The United States holds more prisoners than any other nation; Black Americans, in particular, are disproportionately likely to be incarcerated and to receive the harshest sentences, including death sentences. Research on mass incarceration indicates that family separation, community disruption, and individual and generational trauma are among its consequences. In addition, experiences of sustained grief and loss are well documented.
Contrary to common understanding, the experience of incarceration goes far beyond effects on the individual removed from society. Kevin Reese coined the term “community incarceration” to refer to the impact of one person’s incarceration on their children, co-parenting partners, parents, friends, extended family and neighbors. In this project, we document the impact of incarceration on those who remain on the outside when a loved one is serving time.

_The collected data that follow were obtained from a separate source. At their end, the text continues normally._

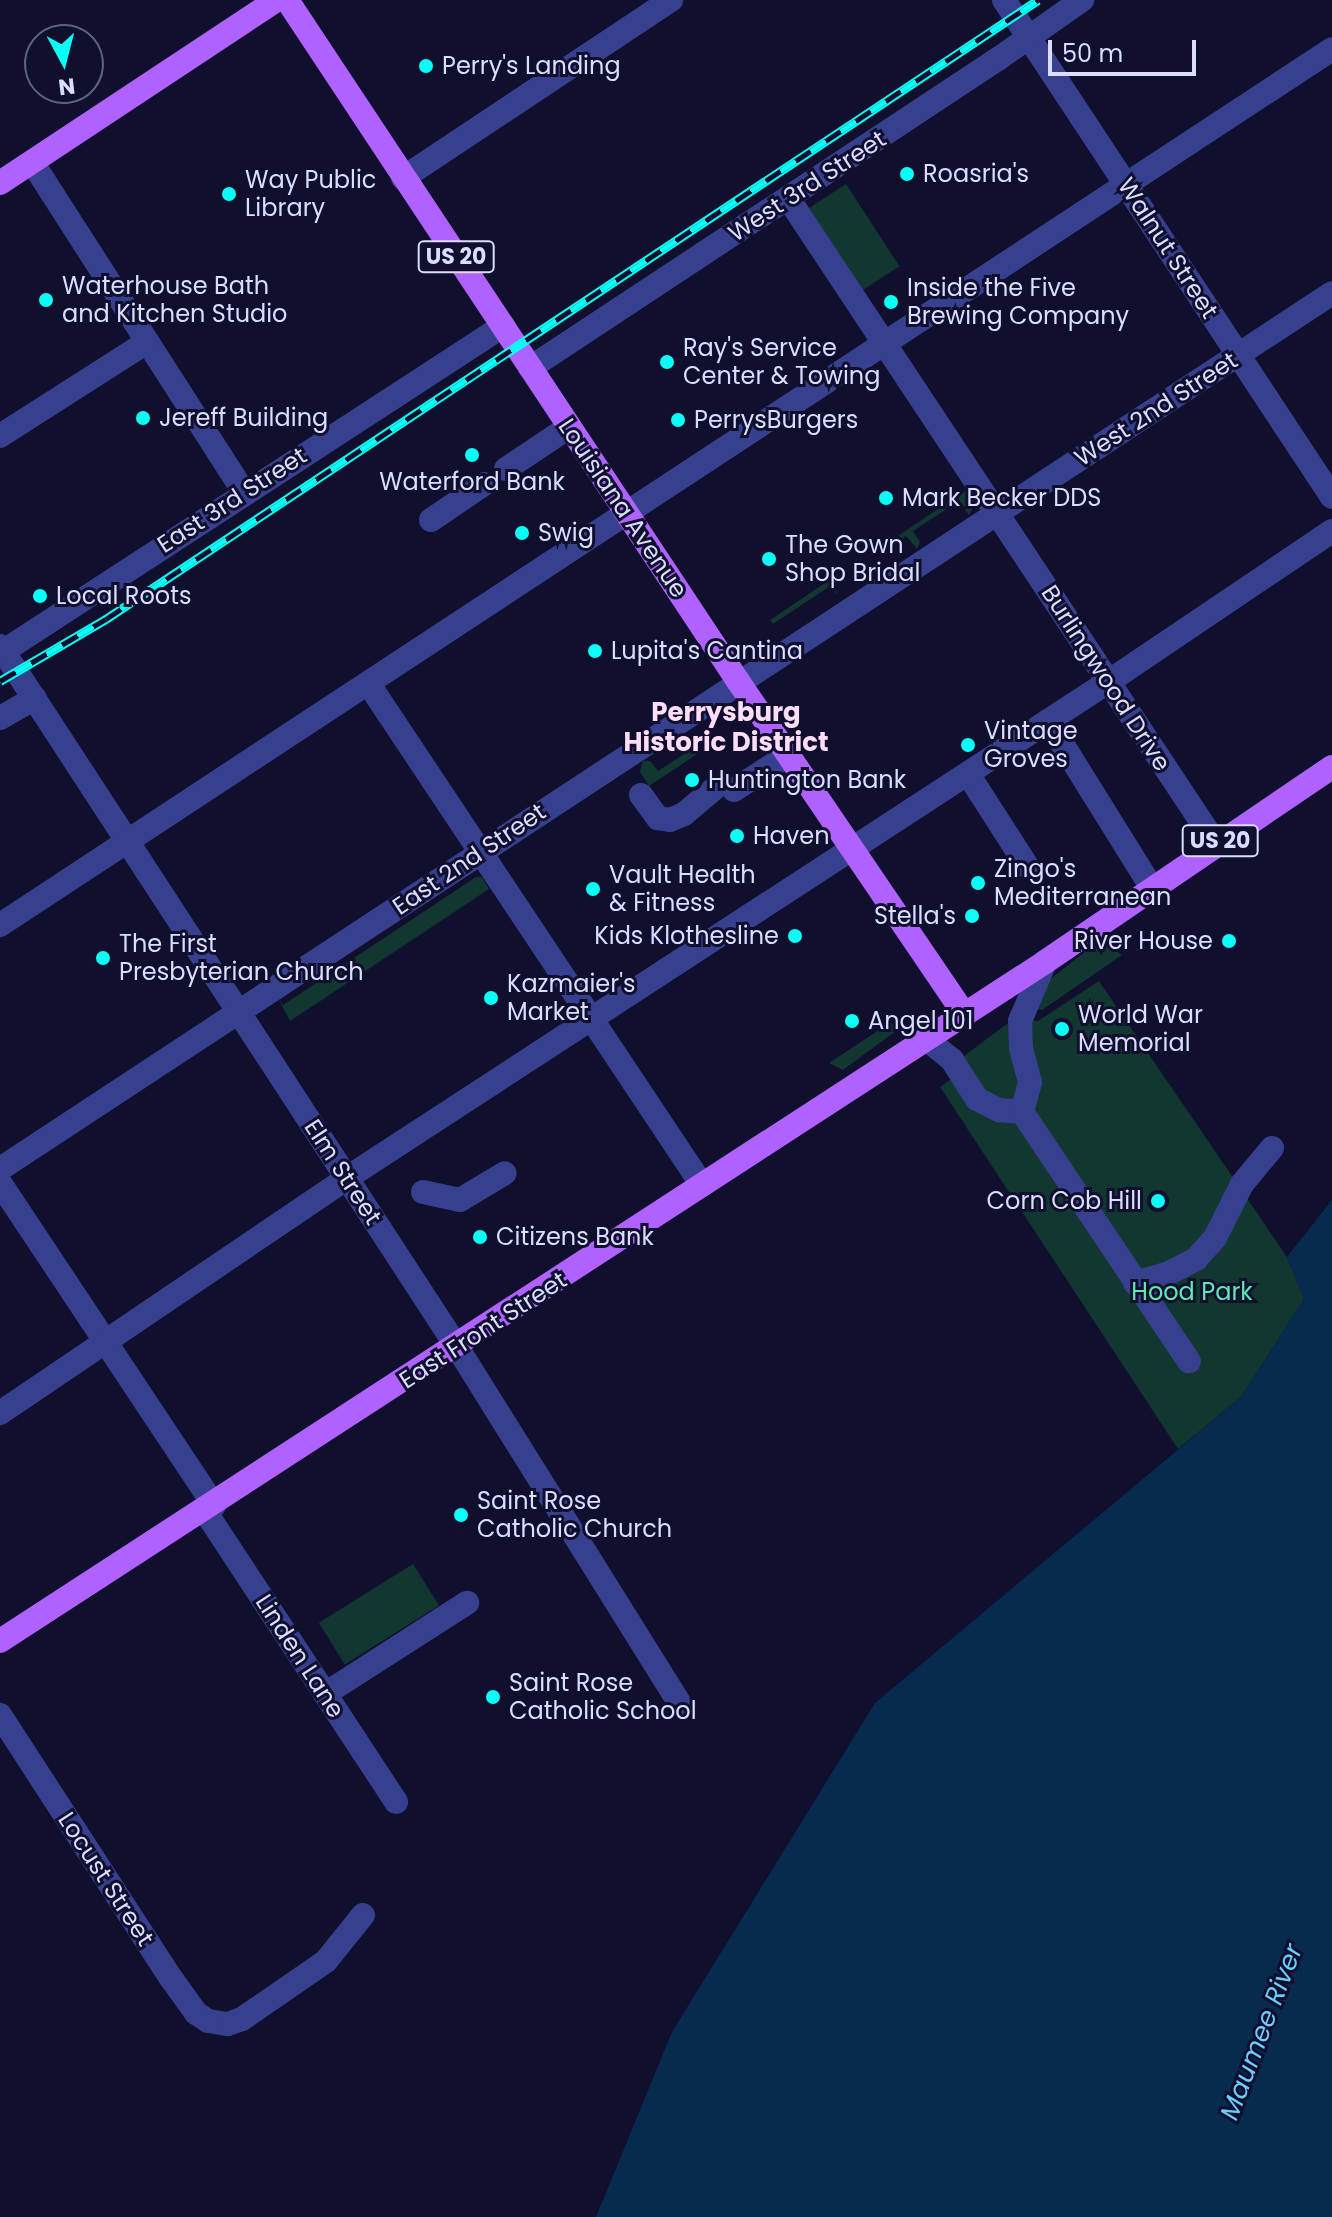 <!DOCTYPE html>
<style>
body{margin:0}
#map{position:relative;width:1332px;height:2217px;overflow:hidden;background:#100f2d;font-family:Poppins,sans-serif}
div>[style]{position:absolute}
.green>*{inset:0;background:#123731;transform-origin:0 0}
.water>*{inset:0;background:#072b4f}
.minor>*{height:24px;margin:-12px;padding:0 12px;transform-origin:12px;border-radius:12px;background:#37408f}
.major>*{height:24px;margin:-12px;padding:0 12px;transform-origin:12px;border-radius:12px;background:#af62ff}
.rail>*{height:9px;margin-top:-4.5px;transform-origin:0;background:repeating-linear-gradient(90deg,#100f2d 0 18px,#07fff6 0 36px);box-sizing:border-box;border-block:2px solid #07fff6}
.dots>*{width:22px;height:22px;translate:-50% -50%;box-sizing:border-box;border:4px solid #100f2d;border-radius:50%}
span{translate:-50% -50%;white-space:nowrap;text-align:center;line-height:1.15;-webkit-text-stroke:6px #100f2d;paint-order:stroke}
.shield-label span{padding:2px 6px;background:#100f2d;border:2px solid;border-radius:6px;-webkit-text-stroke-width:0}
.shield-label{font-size:22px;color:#dbdcff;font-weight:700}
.poi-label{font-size:24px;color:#dbdcff}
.left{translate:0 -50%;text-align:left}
.right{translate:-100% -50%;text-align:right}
.street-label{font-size:24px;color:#dbdcff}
.park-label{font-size:24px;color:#5de9b3}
.neighbourhood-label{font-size:26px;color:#ffddf7;font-weight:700}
.water-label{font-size:26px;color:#69ceff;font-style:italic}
.north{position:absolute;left:24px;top:24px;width:80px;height:80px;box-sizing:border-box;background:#100f2d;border:2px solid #616181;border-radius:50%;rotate:173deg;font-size:22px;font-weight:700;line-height:32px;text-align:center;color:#dbdcff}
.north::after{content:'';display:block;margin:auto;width:28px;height:36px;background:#07fff6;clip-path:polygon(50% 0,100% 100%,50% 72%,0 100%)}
.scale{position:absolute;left:1048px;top:40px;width:148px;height:36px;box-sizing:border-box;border:4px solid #dbdcff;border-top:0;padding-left:10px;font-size:24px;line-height:28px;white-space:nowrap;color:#dbdcff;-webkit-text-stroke:6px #100f2d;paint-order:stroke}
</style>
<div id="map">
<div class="green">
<i style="left:846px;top:184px;width:98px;height:45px;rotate:57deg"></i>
<i style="clip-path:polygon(969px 488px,977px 501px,969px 515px,959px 501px,913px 531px,920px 542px,917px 549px,906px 536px,900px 540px,898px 536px)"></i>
<i style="clip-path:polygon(831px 579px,838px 595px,830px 586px,773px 624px,770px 620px)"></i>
<i style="clip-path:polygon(695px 747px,699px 753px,649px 786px,640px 772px,643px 761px,650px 761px,658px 771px)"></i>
<i style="clip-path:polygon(476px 877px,482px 877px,489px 889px,290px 1021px,278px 998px,283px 1005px)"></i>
<i style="clip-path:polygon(1106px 945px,1122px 955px,1042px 1010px,1029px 1007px,1048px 981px,1091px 947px)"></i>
<i style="clip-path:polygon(1099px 981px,1287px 1257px,1304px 1299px,1241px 1397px,1178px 1449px,940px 1087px,966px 1069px,960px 1059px,1004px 1026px,1014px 1021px,1013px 1038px,1032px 1025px,1030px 1020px,1038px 1021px)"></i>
<i style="clip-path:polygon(891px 1022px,896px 1031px,843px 1070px,829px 1063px)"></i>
<i style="left:413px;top:1564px;width:49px;height:111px;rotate:58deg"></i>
</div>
<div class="water">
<i style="clip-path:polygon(1332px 1200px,1332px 2217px,596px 2217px,672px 2032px,875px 1703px,1241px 1397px,1304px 1299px,1287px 1257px)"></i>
</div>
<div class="minor">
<i style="left:1004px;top:0;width:595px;rotate:56.58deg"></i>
<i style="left:32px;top:162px;width:392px;rotate:57.3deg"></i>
<i style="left:403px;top:178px;width:322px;rotate:-33.6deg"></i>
<i style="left:788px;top:198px;width:775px;rotate:56.47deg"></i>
<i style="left:530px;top:368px;width:561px;rotate:-33.44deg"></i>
<i style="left:998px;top:59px;width:103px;rotate:-35.1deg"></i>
<i style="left:0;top:436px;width:174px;rotate:-32.6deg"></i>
<i style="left:506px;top:469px;width:76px;rotate:-33.7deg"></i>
<i style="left:431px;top:520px;width:64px;rotate:-34.2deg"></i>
<i style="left:0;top:646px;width:837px;rotate:56.9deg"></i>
<i style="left:457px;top:1347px;width:421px;rotate:58deg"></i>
<i style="left:4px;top:651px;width:596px;rotate:-33.08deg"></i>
<i style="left:368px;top:683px;width:603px;rotate:56.36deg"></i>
<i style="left:0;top:718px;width:40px;rotate:-29.7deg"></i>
<i style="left:1048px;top:721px;width:197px;rotate:58.1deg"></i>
<i style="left:968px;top:774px;width:109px;rotate:57.3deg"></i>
<i style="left:734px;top:790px;width:64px;rotate:-32.9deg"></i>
<i style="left:641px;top:795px;width:29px;rotate:54deg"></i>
<i style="left:658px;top:818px;width:12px;rotate:9deg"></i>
<i style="left:670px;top:820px;width:15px;rotate:-23deg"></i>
<i style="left:684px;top:814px;width:39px;rotate:-40deg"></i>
<i style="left:0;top:925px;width:1594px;rotate:-33.33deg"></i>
<i style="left:925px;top:1038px;width:35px;rotate:39deg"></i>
<i style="left:952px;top:1060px;width:46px;rotate:57.3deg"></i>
<i style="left:977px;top:1099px;width:25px;rotate:27deg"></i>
<i style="left:999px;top:1110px;width:23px;rotate:5deg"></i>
<i style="left:1022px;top:1112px;width:300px;rotate:56.2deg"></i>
<i style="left:1022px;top:1112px;width:31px;rotate:-75deg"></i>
<i style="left:1030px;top:1082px;width:35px;rotate:-105deg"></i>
<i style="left:1021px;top:1048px;width:27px;rotate:-92deg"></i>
<i style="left:1020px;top:1021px;width:64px;rotate:-67deg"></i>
<i style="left:0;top:1169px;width:1594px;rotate:-33.33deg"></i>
<i style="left:0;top:1183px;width:387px;rotate:56.4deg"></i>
<i style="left:423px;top:1192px;width:38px;rotate:12deg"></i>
<i style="left:460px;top:1200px;width:52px;rotate:-31deg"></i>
<i style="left:1135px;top:1283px;width:33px;rotate:-16deg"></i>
<i style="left:1167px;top:1274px;width:33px;rotate:-27deg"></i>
<i style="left:1196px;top:1259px;width:28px;rotate:-48deg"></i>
<i style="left:1215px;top:1238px;width:60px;rotate:-63.4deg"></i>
<i style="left:1242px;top:1184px;width:47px;rotate:-50.2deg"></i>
<i style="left:0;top:1413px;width:419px;rotate:-34.1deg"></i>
<i style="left:347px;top:1178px;width:908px;rotate:-33.1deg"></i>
<i style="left:1108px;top:682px;width:270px;rotate:-34deg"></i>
<i style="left:205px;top:1511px;width:348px;rotate:56.7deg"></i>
<i style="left:325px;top:1694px;width:169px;rotate:-32.7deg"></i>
<i style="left:0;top:1715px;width:314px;rotate:57deg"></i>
<i style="left:171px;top:1978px;width:43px;rotate:54.5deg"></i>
<i style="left:196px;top:2013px;width:14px;rotate:34deg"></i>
<i style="left:208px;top:2021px;width:20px;rotate:9deg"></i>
<i style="left:228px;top:2024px;width:15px;rotate:-20deg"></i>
<i style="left:242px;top:2019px;width:102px;rotate:-34.6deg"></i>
<i style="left:326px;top:1961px;width:59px;rotate:-51.2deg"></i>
</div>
<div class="major">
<i style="left:287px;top:0;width:817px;rotate:56.49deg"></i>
<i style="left:738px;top:681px;width:402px;rotate:55.8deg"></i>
<i style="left:0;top:183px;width:332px;rotate:-33.5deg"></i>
<i style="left:0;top:1641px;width:1246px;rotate:-33.01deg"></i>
<i style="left:1045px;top:962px;width:347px;rotate:-34.2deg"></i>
</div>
<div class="rail">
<i style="left:0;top:681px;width:123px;rotate:-30.3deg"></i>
<i style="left:106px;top:619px;width:1119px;rotate:-33.59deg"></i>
</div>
<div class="dots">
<i style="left:426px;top:66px;background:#07fff6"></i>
<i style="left:907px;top:174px;background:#07fff6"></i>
<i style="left:229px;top:194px;background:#07fff6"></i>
<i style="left:46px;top:300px;background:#07fff6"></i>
<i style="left:891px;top:302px;background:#07fff6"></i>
<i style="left:667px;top:362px;background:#07fff6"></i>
<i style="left:143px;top:418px;background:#07fff6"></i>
<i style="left:678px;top:420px;background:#07fff6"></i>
<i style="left:472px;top:455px;background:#07fff6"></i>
<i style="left:886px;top:498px;background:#07fff6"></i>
<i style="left:522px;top:533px;background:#07fff6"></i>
<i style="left:769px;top:559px;background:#07fff6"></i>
<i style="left:40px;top:596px;background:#07fff6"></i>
<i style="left:595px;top:651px;background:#07fff6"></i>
<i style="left:968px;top:745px;background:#07fff6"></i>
<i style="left:692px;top:780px;background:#07fff6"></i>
<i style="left:737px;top:836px;background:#07fff6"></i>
<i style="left:978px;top:883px;background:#07fff6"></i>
<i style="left:593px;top:889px;background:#07fff6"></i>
<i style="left:972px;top:916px;background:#07fff6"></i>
<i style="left:795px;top:936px;background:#07fff6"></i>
<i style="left:1229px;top:941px;background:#07fff6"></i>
<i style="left:103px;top:958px;background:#07fff6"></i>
<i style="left:491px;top:998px;background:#07fff6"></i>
<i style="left:852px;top:1021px;background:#07fff6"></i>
<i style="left:1062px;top:1029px;background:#07fff6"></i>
<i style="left:1158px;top:1201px;background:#07fff6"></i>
<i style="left:480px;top:1237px;background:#07fff6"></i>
<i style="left:461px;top:1515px;background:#07fff6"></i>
<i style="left:493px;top:1697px;background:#07fff6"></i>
</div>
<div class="shield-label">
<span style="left:456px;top:257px">US 20</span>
<span style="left:1220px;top:841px">US 20</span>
</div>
<div class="poi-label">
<span class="left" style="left:442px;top:66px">Perry's Landing</span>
<span class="left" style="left:923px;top:174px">Roasria's</span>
<span class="left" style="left:245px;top:194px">Way Public<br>Library</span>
<span class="left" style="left:62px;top:300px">Waterhouse Bath<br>and Kitchen Studio</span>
<span class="left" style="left:907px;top:302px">Inside the Five<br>Brewing Company</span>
<span class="left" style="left:683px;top:362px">Ray's Service<br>Center &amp; Towing</span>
<span class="left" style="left:159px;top:418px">Jereff Building</span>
<span class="left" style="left:694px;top:420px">PerrysBurgers</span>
<span style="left:472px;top:482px">Waterford Bank</span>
<span class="left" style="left:902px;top:498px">Mark Becker DDS</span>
<span class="left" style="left:538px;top:533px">Swig</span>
<span class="left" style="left:785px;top:559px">The Gown<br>Shop Bridal</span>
<span class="left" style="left:56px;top:596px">Local Roots</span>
<span class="left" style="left:611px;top:651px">Lupita's Cantina</span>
<span class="left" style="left:984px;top:745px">Vintage<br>Groves</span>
<span class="left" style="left:708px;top:780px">Huntington Bank</span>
<span class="left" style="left:753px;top:836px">Haven</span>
<span class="left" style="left:994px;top:883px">Zingo's<br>Mediterranean</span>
<span class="left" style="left:609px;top:889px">Vault Health<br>&amp; Fitness</span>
<span class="right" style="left:956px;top:916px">Stella's</span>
<span class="right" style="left:779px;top:936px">Kids Klothesline</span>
<span class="right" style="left:1213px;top:941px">River House</span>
<span class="left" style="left:119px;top:958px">The First<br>Presbyterian Church</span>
<span class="left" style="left:507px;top:998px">Kazmaier's<br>Market</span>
<span class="left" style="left:1078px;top:1029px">World War<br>Memorial</span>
<span class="left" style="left:868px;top:1021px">Angel 101</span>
<span class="right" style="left:1142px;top:1201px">Corn Cob Hill</span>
<span class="left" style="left:496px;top:1237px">Citizens Bank</span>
<span class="left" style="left:477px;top:1515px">Saint Rose<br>Catholic Church</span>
<span class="left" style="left:509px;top:1697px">Saint Rose<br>Catholic School</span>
</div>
<div class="street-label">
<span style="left:807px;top:186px;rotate:-33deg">West 3rd Street</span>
<span style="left:1168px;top:248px;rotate:57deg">Walnut Street</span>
<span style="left:1156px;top:409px;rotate:-33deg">West 2nd Street</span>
<span style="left:232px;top:500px;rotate:-33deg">East 3rd Street</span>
<span style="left:623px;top:508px;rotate:56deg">Louisiana Avenue</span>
<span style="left:1106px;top:678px;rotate:57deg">Burlingwood Drive</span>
<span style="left:469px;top:859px;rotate:-34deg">East 2nd Street</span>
<span style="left:343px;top:1172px;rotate:57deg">Elm Street</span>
<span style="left:483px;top:1330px;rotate:-33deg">East Front Street</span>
<span style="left:300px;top:1656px;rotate:57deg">Linden Lane</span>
<span style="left:106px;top:1879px;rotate:57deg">Locust Street</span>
</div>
<div class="park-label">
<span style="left:1192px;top:1292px">Hood Park</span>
</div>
<div class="neighbourhood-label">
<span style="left:726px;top:728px">Perrysburg<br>Historic District</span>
</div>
<div class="water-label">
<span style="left:1262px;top:2032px;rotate:-69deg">Maumee River</span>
</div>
<div class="north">N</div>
<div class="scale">50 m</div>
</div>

To understand community incarceration more specifically, we take an ethnographic approach that relies on participant observation and semi-structured interviews with people who have a loved one inside. We focus on a single urban community where Black incarceration rates are high; our presence in the community is facilitated by Kevin Reese whose knowledge, personal history and collaboration is crucial to our access.
Interview questions prompt individuals to speak about social as well as economic dimensions of community incarceration as they experience it, including experiences of grief and loss. Each researcher will conduct five interviews with community members, for a total of ten. Each researcher will transcribe their completed interviews, write a summary of each interview, and identify in each narrative specific expressions of social and economic loss. The concept of ambiguous loss will inform our analysis of the individual narratives (first) and then of the collected narratives.